REQUIRED WORK » The answer is every line in the data below that contains the word "accent".

+++ DATA +++

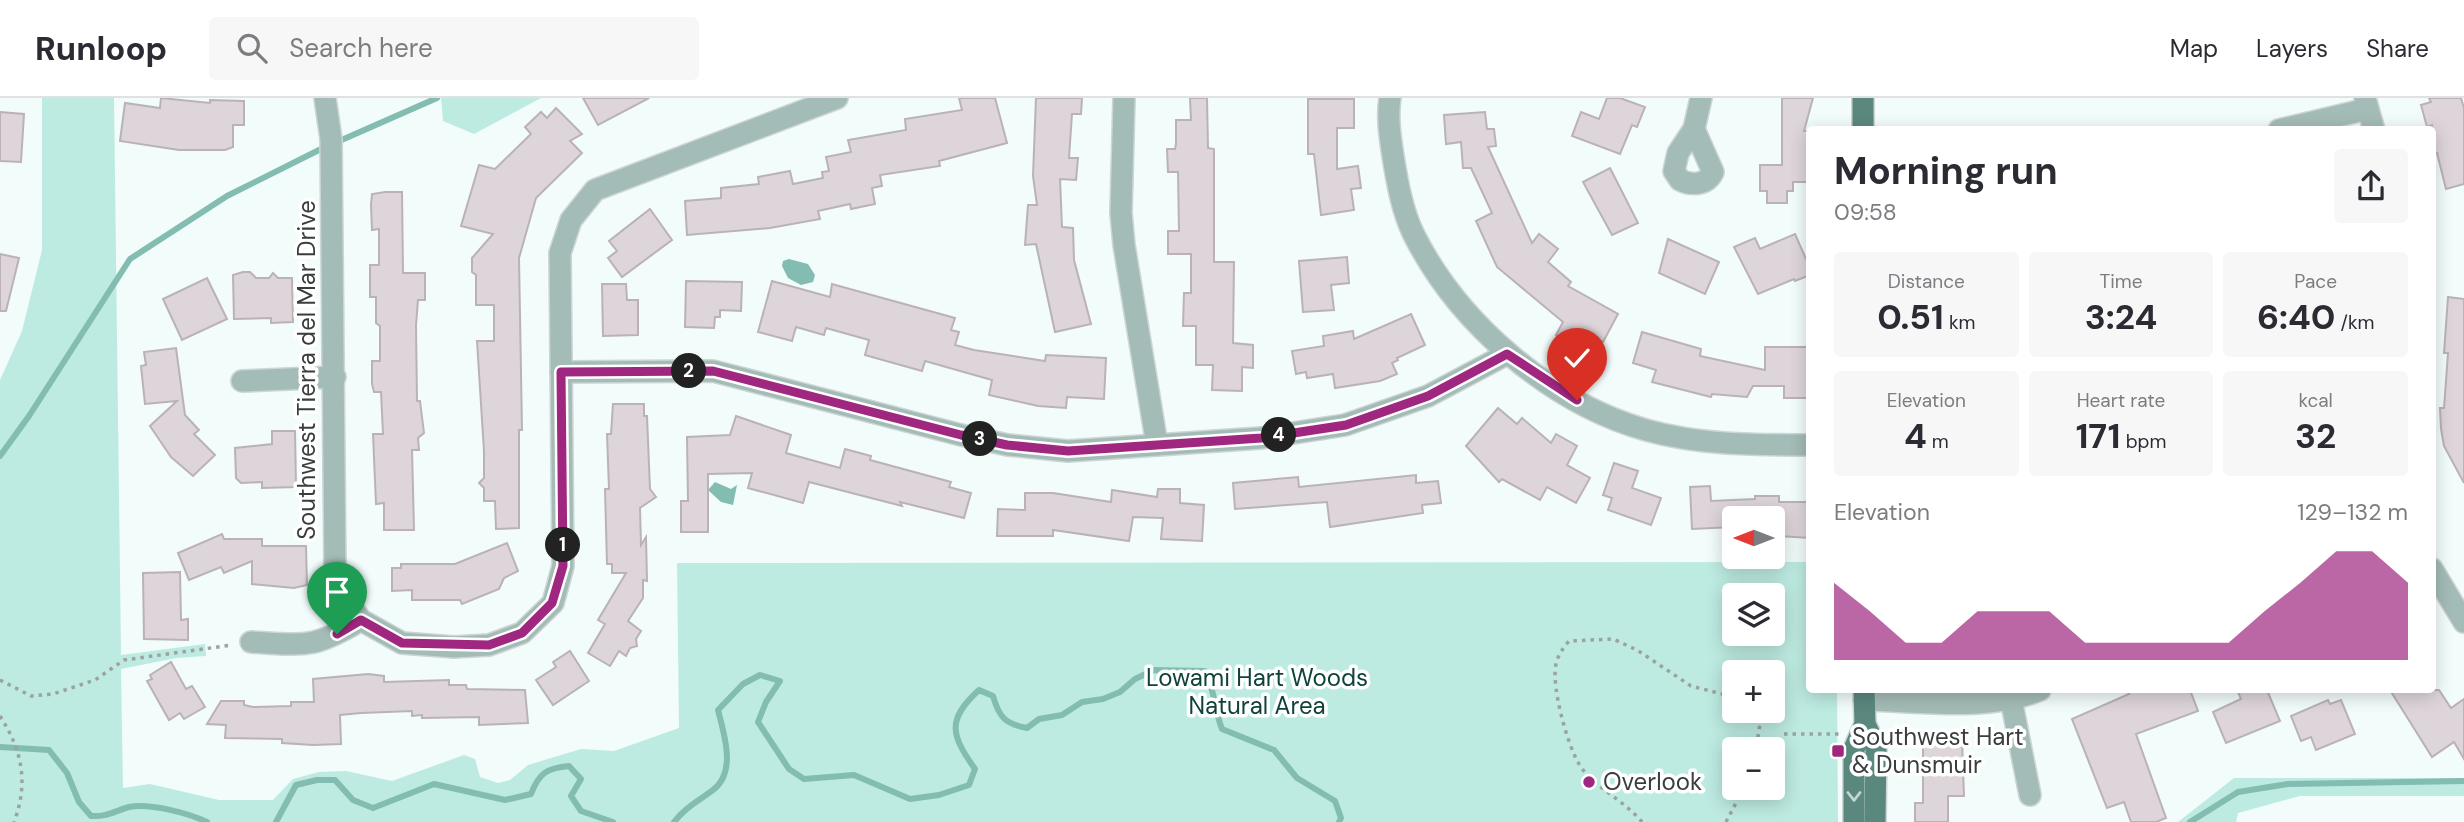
<!DOCTYPE html>
<meta charset="utf-8">
<style>
:root{--surface:#fff;--page:#f7f7f7;--text:#2b2b33;--muted:#7c7c81;--line:#e1e1e2;--accent:#a0277f}
body{margin:0;font-family:"DM Sans",sans-serif;background:var(--page);color:var(--text);height:100vh;display:flex;flex-direction:column;font-size:26px;white-space:nowrap}
*{box-sizing:border-box;margin:0}
p{font-size:23px;color:var(--muted)}
.icon{flex:none;width:38px;height:38px;fill:none;stroke:currentColor;stroke-width:2;stroke-linecap:round;stroke-linejoin:round}
.map{position:relative;flex:1;overflow:hidden}
.details{position:absolute;left:1806px;top:28px;width:630px;height:567px;display:flex;flex-direction:column;background:var(--surface);border-radius:7px;box-shadow:0 4px 18px #0003}
.details>*{flex:none}
.needle{width:46px;rotate:270deg}
.controls{position:absolute;left:1722px;top:408px;display:grid;gap:14px}
.controls a{display:grid;place-items:center;width:63px;height:63px;border-radius:7px;background:var(--surface);box-shadow:0 4px 18px #0003;font-size:35px}
.pin{position:absolute;display:grid;place-items:center;width:60px;height:60px;color:#fff;margin:-72px -30px;border-radius:50% 50% 50% 0;rotate:-45deg;box-shadow:0 0 7px #0007}
.pin .icon{rotate:45deg}
.km{position:absolute;width:35px;height:35px;margin:-18px;border-radius:50%;background:#222;color:#fff;font-size:19px;line-height:35px;text-align:center}
.round{display:grid;place-items:center;flex:none;width:74px;height:74px;border-radius:7px;background:var(--page)}
.summary{display:flex;align-items:center;justify-content:space-between;height:119px;padding:0 28px}
h1{font-size:38px;font-weight:700;line-height:52px}
.metrics{display:grid;grid-template-columns:repeat(3,1fr);gap:10px;height:119px;padding:7px 28px}
.metrics div{display:grid;align-content:center;border-radius:7px;background:var(--page);text-align:center}
.metrics b{font-size:35px;font-weight:700}
.metrics small{font-size:19px;font-weight:400}
.metrics p{font-size:19px}
.chart{height:196px;padding:14px 28px}
.chart p{display:flex;justify-content:space-between}
.chart svg{width:100%;height:126px;margin-top:7px;fill:var(--accent);opacity:.7}
header{display:flex;align-items:center;gap:42px;box-sizing:border-box;height:98px;padding:0 35px;background:var(--surface);border-bottom:2px solid var(--line)}
header strong{font-size:33px}
nav{display:flex;gap:38px;margin-inline-start:auto;font-size:24px}
.search{width:490px;height:63px;background:var(--page);display:flex;align-items:center;gap:18px;box-sizing:border-box;padding:0 24px;border-radius:7px;color:var(--muted);font-size:26px}
.map>svg:first-child{display:block}
.green{fill:#bdebe1;fill-rule:evenodd}
.water{fill:#83bcb0}
.lines{fill:none;stroke-linecap:round;stroke-linejoin:round}
.stream{stroke:#83bcb0;stroke-width:6}
.building{fill:#ded5da;stroke:#bab2b6;stroke-width:2}
.minor-casing{stroke:#cdd6d4;stroke-width:24}
.major-casing{stroke:#cdd6d4;stroke-width:24}
.path{stroke:#9ba3a1;stroke-width:3.5;stroke-dasharray:3.5 5;stroke-linecap:butt}
.minor{stroke:#a4bcb7;stroke-width:21}
.major{stroke:#5a887f;stroke-width:21}
.oneway{stroke:#c5d5d2}
.route-casing{stroke:#fff;stroke-width:14}
.route{stroke:#a0277f;stroke-width:9}
.poi-dot{fill:#a0277f;stroke:#fff;stroke-width:2.5}
.labels{text-anchor:middle;stroke-width:7;stroke-linejoin:round;paint-order:stroke}
.street-label{font-size:24px;fill:#393e3d;stroke:#fff}
.park-label{font-size:24px;fill:#0e423a;stroke:#fff}
.poi-label{font-size:24px;fill:#393e3d;stroke:#fff;text-anchor:start}
</style>
<header>
<strong>Runloop</strong>
<div class="search"><svg class="icon" aria-label="search" viewBox="0 0 24 24"><circle cx="10" cy="10" r="6"/><path d="M15 15l6 6"/></svg>Search here</div>
<nav><a>Map</a><a>Layers</a><a>Share</a></nav>
</header>
<div class="map">
<svg width="2464" height="724" viewBox="0 0 2464 724">
<rect width="100%" height="100%" fill="#f2fcfa"/>
<g class="green">
<path d="M42,0H114L121,557L205,546L206,558L176,560L121,571L123,690L150,686L219,702H273L293,681L319,674L346,673L392,683L464,657L475,661L480,679L498,685L510,682L528,667L581,651L614,653L679,630L677,465L1809,464L1810,592H1837L1838,724H0V282L22,233L42,152ZM1773,497V536H1734V497ZM1734,574H1773V612H1734ZM1734,651H1773V690H1734Z"/>
<path d="M441,0H541L474,36L443,23Z"/>
<path d="M2234,680H2464V698H2300L2238,715L2236,724H2178Z"/>
</g>
<g class="water">
<path d="M789,161L808,166L815,177L813,184L801,187L788,180L782,168L783,163Z"/>
<path d="M715,384L731,391L737,387L733,407L721,404L708,392Z"/>
</g>
<g class="lines">
<g class="stream">
<path d="M337,44L437,0"/>
<path d="M0,358L29,318L130,161L227,98L327,48"/>
<path d="M0,649L49,652L67,675L79,704L91,718C107,719 115,713 129,709C150,705 188,715 207,724"/>
<path d="M276,724L296,687L317,682H335L353,702L373,710L434,686L505,702L531,696C539,675 547,670 569,668L581,681L571,698L581,713L613,724"/>
<path d="M674,724C686,709 698,703 713,692C737,674 724,636 718,612L743,586L760,577L780,583L766,604L758,624L789,671L804,681L854,677L910,701L939,697L969,687L975,671C951,637 946,622 979,592L993,598C999,619 1005,626 1027,630L1039,621L1062,617L1082,604L1103,601L1120,594L1135,581L1154,572L1205,573C1215,592 1214,611 1222,631L1274,652L1297,680L1335,703L1341,720L1339,724"/>
<path d="M2190,724L2238,694L2288,686L2464,683"/>
</g>
</g>
<g class="building">
<path d="M161,0L210,5V2L244,3V27H233V49L225,52H179L120,43L125,5L160,10Z"/>
<path d="M583,0H649L598,27Z"/>
<path d="M959,0H995L1007,45L939,63L940,68L880,77L882,88L872,90L875,106L851,111L850,106L818,113L820,121L770,130L687,137L685,103L721,100V90L759,86L758,79L790,73L793,86L823,80L822,74L829,73L826,59L851,54L848,42L906,32L905,21L962,12Z"/>
<path d="M1036,0H1082L1081,16H1072L1069,60H1078L1076,82L1060,81L1062,129L1073,130L1074,162L1091,226L1055,234L1036,146L1025,147L1028,107H1037L1033,78Z"/>
<path d="M1190,0H1207L1208,50L1214,51V164H1234L1233,245L1253,247V270L1242,269V293L1212,292L1213,267H1196V228H1183L1184,195H1191V156H1168V133H1179L1178,74H1168L1167,51H1175L1176,46V22H1191Z"/>
<path d="M1607,0H1620L1645,9L1637,29L1632,27L1620,56L1572,38L1581,14L1599,21Z"/>
<path d="M1782,0H1813L1804,33H1809L1810,84H1793V93H1787V105H1767V93H1760V67H1782Z"/>
<path d="M2429,0H2461L2464,10V86L2446,91L2437,55L2432,56V27L2427,29L2421,7L2431,4Z"/>
<path d="M1308,1H1354V30H1337V71L1358,68L1361,90L1351,91L1354,112L1321,117L1314,56H1308Z"/>
<path d="M556,10L582,36L570,43L582,55L536,100L519,160L522,332H519V430L496,431L495,403H484V390L479,385L484,380V353L477,243H494V207H476V177L472,174V160L493,136L461,128L479,67L495,71L531,36L525,29L541,14L547,20Z"/>
<path d="M0,14L24,16L21,64L0,63Z"/>
<path d="M1485,14L1487,31H1494L1496,48L1488,49L1532,145L1539,136L1558,151L1548,164L1571,184L1568,188L1618,216L1603,244L1585,233L1577,248L1556,237L1563,224L1497,169L1476,123L1492,115L1471,70H1463L1461,44L1446,46L1444,17Z"/>
<path d="M1610,70L1638,125L1612,137L1583,84Z"/>
<path d="M385,94H402L403,175H425V202H418L416,227L417,303H420L424,335L418,340L419,352H412L414,432H384V405L376,406L373,336H383L381,294H374L372,286V263H380V228L376,225V199H370V167H379V131L372,132L371,107L372,96Z"/>
<path d="M650,111L672,142L622,179L608,160L617,153L609,143Z"/>
<path d="M1795,136L1810,170V177L1795,183L1794,181L1758,196L1734,149L1755,140L1760,151Z"/>
<path d="M1668,141L1719,164L1705,196L1659,175Z"/>
<path d="M0,156L19,160L6,213H0Z"/>
<path d="M1347,159L1349,185L1331,187L1334,212L1303,214L1299,163Z"/>
<path d="M243,174H250L256,180H269L273,175L278,180H292L293,224L271,225V220L234,221L233,177Z"/>
<path d="M207,180L227,221L182,242L163,201Z"/>
<path d="M686,183L742,184L741,213L720,212V219H715L714,230L685,229Z"/>
<path d="M772,183L830,199L832,186L955,220L951,232L959,234L955,247L974,252L1045,263L1046,257L1106,260L1104,301L1067,299L1066,310L1038,308L989,297L992,282L925,263L922,273L865,257L869,242L826,230L824,237L796,229L792,243L758,234Z"/>
<path d="M602,186H626L627,202H638V237L603,238Z"/>
<path d="M2448,199L2464,201V385L2444,348L2441,331L2440,310H2444L2448,255H2444Z"/>
<path d="M1411,216L1425,247L1397,260L1398,262L1392,265L1397,276L1380,283L1335,290L1333,276L1307,280L1306,274L1296,276L1292,253L1324,248L1323,238L1353,233L1354,241Z"/>
<path d="M1642,234L1701,251L1700,258L1765,272V249H1810V300H1784V288H1753L1747,299L1712,296L1711,299L1652,284L1656,272L1633,265Z"/>
<path d="M176,250L185,317L199,332L194,336L215,357L193,378L171,359L150,328L177,303L145,306L141,268L146,267L144,254Z"/>
<path d="M613,306H644V318H647L650,391L656,399L640,410L641,447L646,439L647,483L643,482V500L628,523L641,533L636,541L637,548L630,550L626,558L619,553L610,568L588,555L605,526L598,522L626,475H612V466H607L605,391H609L607,336H611Z"/>
<path d="M1498,310L1517,326L1522,320L1551,345L1556,336L1577,348L1567,367L1590,380L1576,405L1547,389L1540,402L1502,381L1499,384L1466,348Z"/>
<path d="M736,318L791,337L786,355L840,370L845,351L871,358L870,362L951,384L949,389L971,395L964,420L900,404L902,408L809,384L803,405L748,390L752,375L708,376V434H681V403H688L687,339L730,337Z"/>
<path d="M272,333H295L296,389L262,390V384L241,385L236,380L235,350L272,346Z"/>
<path d="M1614,365L1638,373L1632,390L1661,400L1651,427L1608,412L1612,400L1603,397Z"/>
<path d="M1416,377V385L1438,383L1441,405L1422,407L1423,415L1330,429L1327,404L1235,411L1233,385L1298,379L1299,389Z"/>
<path d="M1710,388L1711,403L1755,401V398H1779V404H1810V440L1777,438V434H1773V420H1734V429L1692,431L1690,389Z"/>
<path d="M1158,391H1180V405L1204,407L1202,443L1161,441L1163,420L1133,419L1129,443L1053,432V438H997L998,411L1025,412V395H1053L1111,404L1112,392L1157,399Z"/>
<path d="M222,436L224,441H262V448H306L307,487L294,490L252,486V463L224,475L221,469L189,482L178,455Z"/>
<path d="M507,445L518,473L504,480L499,491L462,506L460,502H412V492L392,493V470H401V466H455Z"/>
<path d="M180,474L181,522L188,521V542L144,541L143,475Z"/>
<path d="M570,553L589,583L553,607L536,582L556,569L553,564Z"/>
<path d="M171,564L186,591L192,588L205,609L184,621L180,615L169,622L147,583L152,581L150,577Z"/>
<path d="M368,576L384,578V584L449,582V587H466L467,591L525,592L528,625L479,627V619L422,620V617L412,618V613L361,615L340,617L341,646L313,647L282,645V641L225,640L226,627L207,626L221,603H244V607L253,609L291,608V604H314L313,581Z"/>
<path d="M2127,592H2190L2198,613L2136,636L2166,720L2156,724H2131L2124,704L2107,710L2072,621L2129,596Z"/>
<path d="M2237,592H2267L2280,623L2226,645L2213,614L2241,601Z"/>
<path d="M2390,592H2439L2451,610L2464,601V661L2454,644L2432,659Z"/>
<path d="M2328,602L2330,606L2341,602L2355,636L2316,652L2311,639L2301,643L2291,618Z"/>
<path d="M1923,641H1962L1964,698H1948V724H1915V705H1923Z"/>
</g>
<g class="lines">
<g class="minor-casing">
<g id="minor">
<path d="M325,0L331,41L335,475L342,496L361,522L402,545L454,549L489,547L522,535L553,505L563,468L560,155L571,122L595,92L837,0"/>
<path d="M1124,0L1121,115L1124,147L1157,347"/>
<path d="M1390,0C1387,19 1390,39 1393,58C1397,83 1402,112 1413,135C1457,224 1550,305 1646,332C1699,347 1755,347 1810,347"/>
<path d="M2365,0L2374,32"/>
<path d="M1694,31L1713,74C1707,87 1692,88 1680,82L1674,73L1678,55Z"/>
<path d="M1694,31L1701,0"/>
<path d="M2279,32L2367,11"/>
<path d="M561,274L713,273L961,337L1008,347L1068,353L1261,340L1345,327L1428,298L1507,256"/>
<path d="M242,283L335,279"/>
<path d="M2432,471L2464,524"/>
<path d="M251,544C306,547 313,551 361,522"/>
<path d="M2011,601L2030,697"/>
<path d="M1864,602C1921,603 1987,614 2040,592"/>
</g>
</g>
<g class="major-casing">
<g id="major">
<path d="M1863,0V32"/>
<path d="M1864,592L1865,626L1876,649L1875,724"/>
<path d="M1854,724V651L1865,626"/>
</g>
</g>
<g class="path">
<path d="M0,582L31,598L53,596L95,582L124,562L232,547"/>
<path d="M1754,612L1760,626L1756,651"/>
<path d="M0,618C22,652 29,685 14,724"/>
<path d="M1784,636H1841"/>
<path d="M1642,724C1624,702 1592,688 1579,666C1567,646 1551,588 1556,566C1558,557 1563,550 1569,543L1613,541L1637,552L1691,588L1734,599"/>
<path d="M1726,724L1744,690"/>
</g>
<use href="#minor" class="minor"/>
<use href="#major" class="major"/>
</g>
<defs><path id="oneway-chevron" d="M-2-3.5L2.5 0L-2 3.5" fill="none" stroke-width="1.6" stroke-linecap="round" stroke-linejoin="round" transform="scale(1.75)"/></defs>
<use class="oneway" href="#oneway-chevron" transform="translate(1854 698) rotate(90)"/>
<g class="lines">
<g class="route-casing">
<path id="route" d="M337,536L361,522L402,545L489,547L522,535L552,505L563,468L561,274L713,273L961,337L1007,347L1068,353L1261,340L1346,327L1428,298L1507,256L1577,302"/>
</g>
<use href="#route" class="route"/>
</g>
<g class="poi-dot">
<rect x="1831" y="646" width="14" height="14" rx="3.5"/>
<circle cx="1589" cy="684" r="7"/>
</g>
<g class="labels">
<g class="street-label">
<text transform="translate(307 272) rotate(-90)" y="8">Southwest Tierra del Mar Drive</text>
</g>
<g class="park-label">
<text x="1257" y="588">Lowami Hart Woods<tspan x="1257" dy="28">Natural Area</tspan></text>
</g>
<g class="poi-label">
<text x="1852" y="647">Southwest Hart<tspan x="1852" dy="28">&amp; Dunsmuir</tspan></text>
<text x="1603" y="692">Overlook</text>
</g>
</g>
</svg>
<div class="controls">
<a><svg class="needle" viewBox="-14 -14 28 28"><path d="M0-13l5 13h-10z" fill="#e53935"/><path d="M0 13l5-13h-10z" fill="#7c7c81"/></svg></a>
<a><svg class="icon" aria-label="layers" viewBox="0 0 24 24"><path d="M12 4l9 5-9 5-9-5zM3 14l9 5 9-5"/></svg></a>
<a>+</a>
<a>−</a>
</div>
<div class="pin" style="left:337px;top:536px;background:#1e9e55"><svg class="icon" aria-label="arrive" viewBox="0 0 24 24"><path d="M6 21V4h12l-3 4 3 4H6"/></svg></div>
<div class="pin" style="left:1577px;top:302px;background:#d93025"><svg class="icon" aria-label="check" viewBox="0 0 24 24"><path d="M5 12l5 5 9-10"/></svg></div>
<b class="km" style="left:563px;top:447px">1</b>
<b class="km" style="left:689px;top:273px">2</b>
<b class="km" style="left:980px;top:341px">3</b>
<b class="km" style="left:1279px;top:337px">4</b>
<section class="details">
<div class="summary"><div><h1>Morning run</h1><p>09:58</p></div><a class="round"><svg class="icon" aria-label="share" viewBox="0 0 24 24"><path d="M12 15V3M7 8l5-5 5 5M5 13v7h14v-7"/></svg></a></div>
<div class="metrics">
<div><p>Distance</p><b>0.51<small> km</small></b></div>
<div><p>Time</p><b>3:24</b></div>
<div><p>Pace</p><b>6:40<small> /km</small></b></div>
</div>
<div class="metrics">
<div><p>Elevation</p><b>4<small> m</small></b></div>
<div><p>Heart rate</p><b>171<small> bpm</small></b></div>
<div><p>kcal</p><b>32</b></div>
</div>
<div class="chart"><p><span>Elevation</span>129–132 m</p>
<svg viewBox="0 0 160 44" preserveAspectRatio="none"><path d="M0 44V17L10 27L20 38L30 38L40 27L50 27L60 27L70 38L80 38L90 38L100 38L110 38L120 27L130 17L140 6L150 6L160 17V44z"/></svg>
</div>
</section>
</div>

+++

WRITTEN SOLUTION »
:root{--surface:#fff;--page:#f7f7f7;--text:#2b2b33;--muted:#7c7c81;--line:#e1e1e2;--accent:#a0277f}
.chart svg{width:100%;height:126px;margin-top:7px;fill:var(--accent);opacity:.7}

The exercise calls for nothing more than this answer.